A MP foi assinada pelo presidente Luiz Inácio Lula da Silva em 1° de janeiro. A ampliação no número de pastas foi necessária para acomodar aliados e afagar os anseios do PT por ocupar os principais espaços na Esplanada, além de endereçar causas ligadas ao partido, como a reforma agrária, e contemplar promessas de campanha, como a recriação da Pesca.
Mesmo assim, a avaliação é de que o petista vai passar por um longo teste com os parlamentares para manter de pé as estruturas que propôs. Isso porque, mesmo que tenha distribuído pastas a partidos, há reclamações nos bastidores, entre as bancadas, especialmente de deputados, de não terem sido contempladas. No caso da Agricultura, o próprio setor produtivo está insatisfeito com as mudanças na pasta, o que é visto como um fator adicional de pressão aos parlamentares.

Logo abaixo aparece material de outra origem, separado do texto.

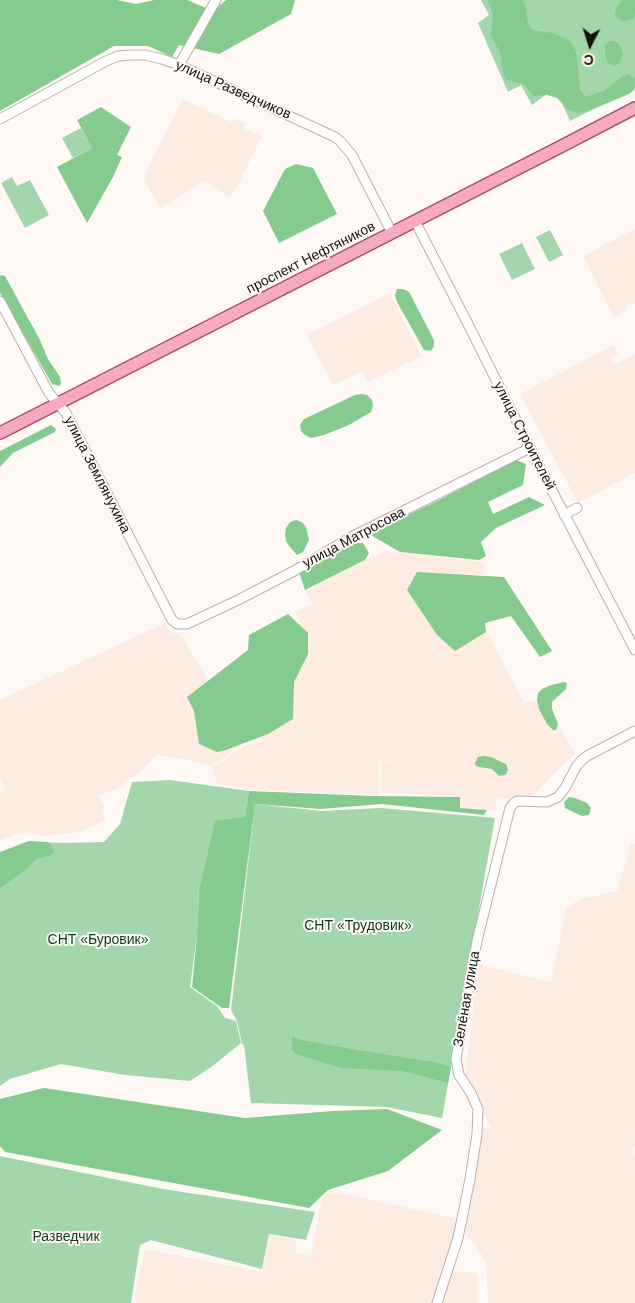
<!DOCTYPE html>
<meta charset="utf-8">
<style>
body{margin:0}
#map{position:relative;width:635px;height:1303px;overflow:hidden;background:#fff9f6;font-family:Helvetica,sans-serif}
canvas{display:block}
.north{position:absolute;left:565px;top:20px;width:50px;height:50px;-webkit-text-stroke:4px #fff9f6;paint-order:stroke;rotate:185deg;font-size:14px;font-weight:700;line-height:20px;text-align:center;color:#16110e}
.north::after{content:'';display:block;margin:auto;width:18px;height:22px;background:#16110e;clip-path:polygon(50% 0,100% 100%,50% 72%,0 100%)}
</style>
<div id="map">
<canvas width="635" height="1303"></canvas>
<div class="north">С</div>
</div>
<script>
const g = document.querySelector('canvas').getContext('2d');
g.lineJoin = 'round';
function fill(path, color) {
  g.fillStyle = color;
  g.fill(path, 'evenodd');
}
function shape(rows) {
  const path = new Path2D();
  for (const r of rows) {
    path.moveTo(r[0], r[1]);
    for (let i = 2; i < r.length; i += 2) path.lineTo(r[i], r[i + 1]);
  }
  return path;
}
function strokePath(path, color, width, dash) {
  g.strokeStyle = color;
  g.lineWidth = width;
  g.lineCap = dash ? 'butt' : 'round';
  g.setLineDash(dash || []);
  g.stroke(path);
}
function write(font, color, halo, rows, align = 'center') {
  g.font = font + ' Helvetica,sans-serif';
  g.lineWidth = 4;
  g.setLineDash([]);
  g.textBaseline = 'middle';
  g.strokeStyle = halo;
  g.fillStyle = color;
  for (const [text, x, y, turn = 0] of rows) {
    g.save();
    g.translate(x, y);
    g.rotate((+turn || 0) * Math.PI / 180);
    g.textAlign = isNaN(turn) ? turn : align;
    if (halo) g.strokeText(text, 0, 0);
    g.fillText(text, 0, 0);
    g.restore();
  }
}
fill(shape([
 [183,99,231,122,234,118,246,124,244,129,262,136,240,181,229,197,205,181,160,208,144,179,145,177,150,163],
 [635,229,635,305,633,302,626,306,627,310,614,318,583,256],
 [390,293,422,356,368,382,363,371,333,385,307,335],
 [614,345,618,354,612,358,616,364,635,354,635,473,578,503,520,394],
 [385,551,484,562,485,574,448,575,460,580,524,703,543,699,575,753,529,800,497,798,495,810,460,807,461,796,382,793,381,762,399,760,378,761,379,795,250,790,217,784,212,768,241,747,262,741,258,728,302,628,295,612,312,604,306,591],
 [165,623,171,634,176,632,181,635,199,664,208,681,213,696,240,746,212,766,173,757,157,755,135,776,117,789,99,795,104,806,103,813,106,820,83,831,43,836,25,832,12,835,0,841,0,793,5,791,0,779,0,700],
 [631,842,635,844,635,1142,631,1155,633,1156,635,1148,635,1303,488,1303,486,1262,476,1246,465,1234,482,1128,491,1128,465,1077,478,964,551,982,566,908,580,899,617,891],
 [336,1192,454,1218,458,1221,435,1303,136,1303,135,1293,145,1249,262,1272,270,1235,297,1240,295,1253,311,1256,321,1201,323,1198,327,1194],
 [451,1271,477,1273,478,1303,440,1303]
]), '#feece2');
fill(shape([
 [481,0,635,0,635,88,570,121,555,88,532,105,521,85,508,92,478,23,489,15],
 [81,128,92,148,73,158,62,138],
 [12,177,17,186,30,180,49,215,25,228,1,183],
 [550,230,563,255,549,262,536,237],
 [522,243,535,269,512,280,499,254],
 [170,780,249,791,245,817,199,892,197,936,190,987,217,1006,225,1018,236,1021,241,1043,214,1065,190,1081,125,1075,61,1064,10,1079,0,1086,0,855,32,842,66,843,104,842,120,824,132,782],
 [255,804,321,811,381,808,495,818,442,1118,386,1107,251,1103,244,1045,242,1044,237,1021,231,1010],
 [0,1156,163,1189,315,1212,306,1240,269,1234,262,1269,151,1240,140,1245,131,1303,0,1303]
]), '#a3d6aa');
fill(shape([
 [0,0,117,0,136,4,154,0,187,0,213,11,226,0,295,0,291,14,219,54,179,45,172,57,148,46,114,46,0,111],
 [487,0,523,0,525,4,528,23,531,29,537,31,553,33,570,41,574,47,577,56,580,89,585,97,604,91,619,79,627,74,635,78,634,90,629,94,591,110,578,113,569,110,557,98,547,95,534,96,523,84,507,80,505,78,503,71,500,52,490,35,493,17,491,8],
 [622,0,635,0,635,15,631,20,623,21,617,18,615,15,616,9],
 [610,41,614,41,619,44,623,53,620,62,614,66,609,64,606,58,605,51,605,45],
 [101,107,131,127,117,155,122,157,113,177,87,223,57,167,92,148,77,120],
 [296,164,313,168,337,214,279,243,263,211,285,169],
 [2,275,5,276,40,340,48,359,60,377,61,384,59,386,52,384,0,293,0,276],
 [397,289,403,289,409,292,434,340,434,346,431,351,424,350,397,302,395,295],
 [361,394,367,395,372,400,373,406,371,412,349,425,324,435,311,438,305,435,301,431,300,425,304,419,355,395],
 [51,425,56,429,55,432,13,453,0,467,0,451],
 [516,460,526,464,523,485,488,502,493,514,529,497,545,505,496,528,481,542,486,556,479,560,400,552,369,534,441,499],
 [296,520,302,522,306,527,309,540,303,552,297,555,289,546,286,541,285,534,286,528,290,522],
 [352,543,363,543,369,553,365,560,305,590,299,572],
 [417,572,504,577,552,651,540,657,511,616,485,623,486,632,455,651,437,635,407,590],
 [288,614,308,633,308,654,294,682,293,719,268,734,226,750,217,752,199,744,194,711,187,697,248,650,249,635],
 [564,682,567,683,566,689,552,702,552,709,558,724,556,730,553,730,547,724,539,709,537,700,538,693,542,689,551,685],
 [484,756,491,757,506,764,508,770,507,773,505,775,499,776,492,769,479,767,476,766,475,763,478,757],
 [249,791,373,796,460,797,460,808,487,810,484,815,382,804,320,809,255,804,229,1008,222,1008,192,987,197,936,199,892,215,821,245,817],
 [569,797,575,798,587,803,591,808,589,815,582,816,565,808,564,802],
 [29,841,48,842,52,846,54,852,49,856,36,859,27,869,0,888,0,852],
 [292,1037,302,1040,351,1049,439,1063,451,1067,448,1083,403,1071,341,1068,296,1054,292,1050],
 [44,1088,245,1118,333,1111,387,1109,442,1130,388,1171,328,1190,309,1208,5,1152,0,1146,0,1099]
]), '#85cb90');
const minor = shape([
 [179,65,216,0],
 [0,119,106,61,118,56,131,55,145,55,162,59,179,65,335,137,340,141,352,155,392,233],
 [415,221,469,326,530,448,635,650],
 [0,301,49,393,66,413,172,620,177,624,187,624,238,600,294,571,353,536,530,448],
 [564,515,577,508],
 [437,1303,458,1238,470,1179,477,1134,478,1109,471,1093,459,1075,456,1059,477,941,510,808,514,803,517,801,547,802,558,797,565,788,576,767,581,761,587,756,635,731]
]);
const major = shape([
 [0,433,560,147,635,108]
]);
strokePath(minor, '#bcaea6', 11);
strokePath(major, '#a44f67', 14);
strokePath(minor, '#fff', 9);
strokePath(major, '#f7a9c1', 11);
write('14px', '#16110e', '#fff9f6', [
 ["улица Разведчиков",233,90,24],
 ["проспект Нефтяников",311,258,-27],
 ["улица Строителей",524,436,63],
 ["улица Землянухина",97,475,63],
 ["улица Матросова",354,538,-28],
 ["Зелёная улица",467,999,-80]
]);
write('14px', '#063d17', '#fff9f6', [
 ["СНТ «Трудовик»",358,926],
 ["СНТ «Буровик»",98,940],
 ["Разведчик",66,1237]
]);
</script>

Apesar de editada em 1° de janeiro, a MP só vai começar a tramitar em fevereiro, quando o Congresso inaugura o ano legislativo, e tem 60 dias para ser votada – prorrogáveis por mais 60. Até lá, o governo já deverá ter conseguido fazer alguns testes de sua base aliada e acomodações. Como uma das mais influentes e com mais de 300 votos no Congresso, entre deputados federais e senadores, a bancada ruralista tentará impor algumas condições para aprovação do texto.
Mesmo com as pressões, o Broadcast apurou que não há expectativa de alterações na estrutura de primeiro escalão do governo – ou seja, redução ou aumento do número de ministérios. Mas os ruralistas tendem a vincular seu apoio à MP às mudanças que pleiteiam no segundo escalão, a começar pela Conab, mesmo que não seja assunto da proposta. “Precisamos de maioria dentro da bancada, mas se for a necessidade, podemos votar contra toda a MP. Talvez esse seja o caminho”, disse um senador vinculado à bancada à reportagem.
A reestruturação no Ministério da Agricultura, incluindo a mudança da Conab, se deu por meio de decretos do governo, válidos a partir de 24 de janeiro e não passíveis de alteração na MP. Contudo, podem ser alvos de Projeto de Decreto Legislativo (PDL) – que não necessitam da sanção presidencial. “A ideia é ter a barganha da aprovação da MP pela retirada do governo dos decretos. Caso contrário, a bancada deve não votar favorável à MP”, afirmou um deputado federal ruralista.
O futuro presidente da FPA, deputado federal Pedro Lupion (PP-PR), que assume a bancada em 1º de fevereiro para o biênio 2023/2024, disse ao Broadcast que a posição da bancada é da permanência da Conab sob o guarda-chuva do Ministério da Agricultura. Ele antecipou que, caso não haja comum acordo com o governo, a bancada estuda apresentar um PDL para sustar parte da MP e/ou derrubar o decreto presidencial, ou ainda apresentar emenda à MP. “Assim que iniciar o ano legislativo, viabilizaremos alguma forma de reversão para a Conab, a não ser que venha uma solução do próprio governo. Precisamos que a Conab fique dentro da Agricultura para fazer política agrícola e de abastecimento. O MDA virou puxadinho de movimento e isso me preocupa muito, assim como a agricultura familiar que pode ser prejudicada”, criticou Lupion.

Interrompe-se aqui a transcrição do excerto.